On parle d’écoulement sporadique ou périodique lorsque il est temporaire, d’écoulement pérenne lorsqu’il est permanent, ou encore d’écoulement spasmodique ou épisodique lorsqu’il est très irrégulier (crue et décrue rapides) allant souvent jusqu’à un débit nul. L’étiage correspond aux plus faibles débits d’un cours d’eau, alors que la crue se définit comme une augmentation importante du débit.
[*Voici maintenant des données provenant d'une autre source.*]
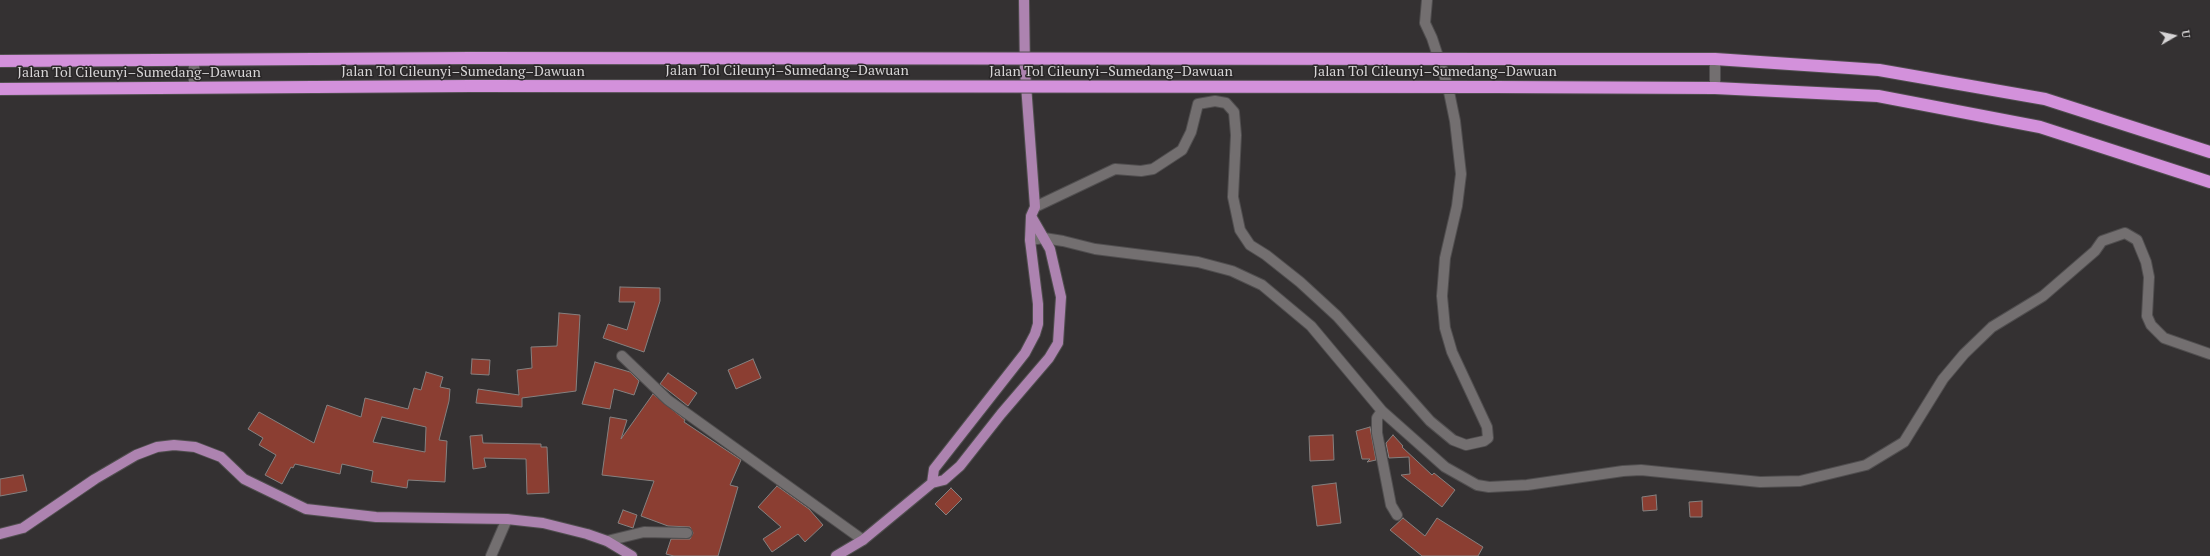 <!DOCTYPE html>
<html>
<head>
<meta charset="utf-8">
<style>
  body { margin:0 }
  #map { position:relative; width:2210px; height:556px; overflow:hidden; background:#343132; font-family:"PT Serif",serif }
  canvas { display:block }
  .north { position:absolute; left:2154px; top:16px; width:40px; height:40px; -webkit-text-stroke:3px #2a2728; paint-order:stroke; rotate:81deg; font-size:11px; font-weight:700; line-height:16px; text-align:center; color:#d7d5d6 }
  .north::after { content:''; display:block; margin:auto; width:14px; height:18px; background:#d7d5d6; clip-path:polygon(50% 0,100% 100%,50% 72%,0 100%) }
</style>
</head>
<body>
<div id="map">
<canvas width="2210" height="556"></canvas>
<div class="north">U</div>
</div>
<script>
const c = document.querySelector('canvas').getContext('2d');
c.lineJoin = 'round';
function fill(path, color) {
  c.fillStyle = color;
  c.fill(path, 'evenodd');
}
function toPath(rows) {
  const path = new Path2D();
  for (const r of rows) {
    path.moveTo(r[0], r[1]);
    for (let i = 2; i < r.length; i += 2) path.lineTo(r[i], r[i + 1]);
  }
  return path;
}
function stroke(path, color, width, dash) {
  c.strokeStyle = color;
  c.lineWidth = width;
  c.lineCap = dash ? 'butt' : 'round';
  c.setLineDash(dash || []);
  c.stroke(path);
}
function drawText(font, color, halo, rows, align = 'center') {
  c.font = font + ' "PT Serif",serif';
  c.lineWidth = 3;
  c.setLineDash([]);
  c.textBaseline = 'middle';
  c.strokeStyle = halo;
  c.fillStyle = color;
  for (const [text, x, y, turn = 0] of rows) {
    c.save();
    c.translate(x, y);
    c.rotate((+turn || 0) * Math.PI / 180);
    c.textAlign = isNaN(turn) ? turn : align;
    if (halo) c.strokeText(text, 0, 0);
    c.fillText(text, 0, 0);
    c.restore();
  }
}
const building = toPath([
  [620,287,660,288,660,301,644,352,603,338,608,324,627,330,635,302,619,302,620,287],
  [559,313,580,315,576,391,522,398,522,407,476,403,478,389,519,395,517,370,532,368,531,347,557,346,559,313],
  [472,359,490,360,489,375,471,374,472,359],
  [753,359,761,378,736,389,728,370,753,359],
  [595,362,630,372,639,381,634,395,614,389,610,409,582,404,595,362],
  [426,372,443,377,440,387,450,389,449,401,439,440,447,441,445,482,408,480,407,488,371,482,373,471,342,464,340,474,295,464,293,468,291,467,282,484,265,475,276,455,259,445,263,438,248,429,259,412,314,443,327,405,361,417,365,398,408,409,414,388,421,390,426,372],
  [382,417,426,427,425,452,373,442,382,417],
  [668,373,697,393,688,406,660,384,668,373],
  [653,394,685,420,684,422,741,460,730,485,738,487,718,556,674,556,666,554,671,539,690,539,693,533,690,527,668,526,641,516,654,481,602,475,610,417,627,420,621,439,653,394],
  [1370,427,1376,460,1367,462,1370,459,1362,459,1356,431,1370,427],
  [482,435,483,443,541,444,541,447,547,447,549,493,527,494,526,459,484,458,486,467,473,469,470,436,482,435],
  [1333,435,1334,460,1310,461,1309,436,1333,435],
  [1393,435,1403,446,1402,447,1432,475,1434,473,1455,490,1442,507,1401,475,1410,474,1409,457,1389,458,1386,443,1393,435],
  [23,475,27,491,0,496,0,479,23,475],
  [1336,483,1341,523,1317,526,1312,486,1336,483],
  [777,486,809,509,823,525,805,542,798,534,772,552,763,539,781,527,758,507,777,486],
  [951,488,962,499,946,515,935,504,951,488],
  [1656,495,1657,510,1643,511,1642,497,1656,495],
  [1702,501,1702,517,1690,517,1689,502,1702,501],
  [623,510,637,515,633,528,618,523,623,510],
  [1403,518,1425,536,1437,518,1483,547,1478,556,1422,556,1390,530,1403,518]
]);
fill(building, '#8b3e32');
stroke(building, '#858180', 1);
const minor = toPath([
  [194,59,194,88],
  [1715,59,1715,88],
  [1035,207,1115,169,1141,171,1153,169,1182,150,1191,132,1198,104,1215,101,1226,103,1234,112,1236,135,1233,197,1240,230,1250,245,1266,255,1300,282,1337,316,1430,421,1453,440,1466,445,1484,441,1488,438,1487,427,1452,352,1445,328,1442,296,1445,258,1457,206,1461,174,1455,121,1448,87,1432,38,1425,23,1427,0],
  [1030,240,1044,238,1063,241,1095,249,1198,262,1232,271,1262,285,1311,326,1382,411,1445,467,1477,485,1489,487,1527,485,1623,471,1641,470,1760,482,1800,481,1866,465,1904,442,1943,379,1964,354,1992,327,2043,296,2095,251,2102,241,2125,233,2137,240,2146,262,2149,277,2147,316,2151,325,2164,338,2210,354],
  [622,356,668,400,863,540],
  [1382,411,1377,418,1377,433,1391,505,1397,515],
  [607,541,644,532,687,533],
  [491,556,507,519]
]);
const major = toPath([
  [932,483,934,469,1025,353,1035,334,1038,324,1038,304,1030,240,1031,216,1035,207,1025,71,1024,0],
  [0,534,23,528,95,479,136,455,157,447,174,445,195,447,221,457,244,479,306,509,376,517,507,519,543,523,587,534,607,541,632,556],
  [836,556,863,540,932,483,944,480,960,466,1001,414,1049,358,1058,343,1061,297,1050,249,1031,216]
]);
const highway = toPath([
  [1494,59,1715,59,1879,70,2045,99,2210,152],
  [0,61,471,58],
  [1494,87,1715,88,1878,96,2040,127,2210,182],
  [0,89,471,86]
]);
stroke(minor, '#504e4f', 12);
stroke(major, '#504e4f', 12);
stroke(highway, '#504e4f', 14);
stroke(minor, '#736f70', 10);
stroke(major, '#ad83b0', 10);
stroke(highway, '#d391db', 12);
const highwayBridge = toPath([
  [471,58,1494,59],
  [471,86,1494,87]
]);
stroke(highwayBridge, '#504e4f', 14, []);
stroke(highwayBridge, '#d391db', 12);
drawText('14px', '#d7d5d6', '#2a2728', [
  ["Jalan Tol Cileunyi–Sumedang–Dawuan",787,71],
  ["Jalan Tol Cileunyi–Sumedang–Dawuan",463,72],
  ["Jalan Tol Cileunyi–Sumedang–Dawuan",1111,72],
  ["Jalan Tol Cileunyi–Sumedang–Dawuan",1435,72],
  ["Jalan Tol Cileunyi–Sumedang–Dawuan",139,73]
]);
</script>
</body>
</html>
Ces deux phénomènes sont ponctuels, liés à des conditions météorologiques particulières (sécheresse, ou au contraire fortes précipitations et fonte massive de neige ou de glace) et ne doivent pas être confondus avec les basses et hautes eaux (débits inférieurs/supérieurs au débit annuel moyen).

En fonction de la taille, du mode d’alimentation ou du débit, on distingue différents types de cours d’eau :

- Torrent : cours d’eau à forte pente, à écoulement spasmodique (alimentation liée aux précipitations liquides ou à la fonte des neiges/glaces), situé en zone montagneuse ou accidentée (cf. fiche 5.1.4).
- Ruisseau : petit cours d’eau à écoulement pérenne, peu profond et à faible débit (débit annuel moyen généralement inférieur à 100 l/s).
- Rivière : cours d’eau de moyenne importance s’écoulant de manière continue dans un chenal naturel.
- Fleuve : cours d’eau important, à écoulement continu, formé par la réunion d’un certain nombre de rivières et finissant, en principe, dans la mer ou l’océan.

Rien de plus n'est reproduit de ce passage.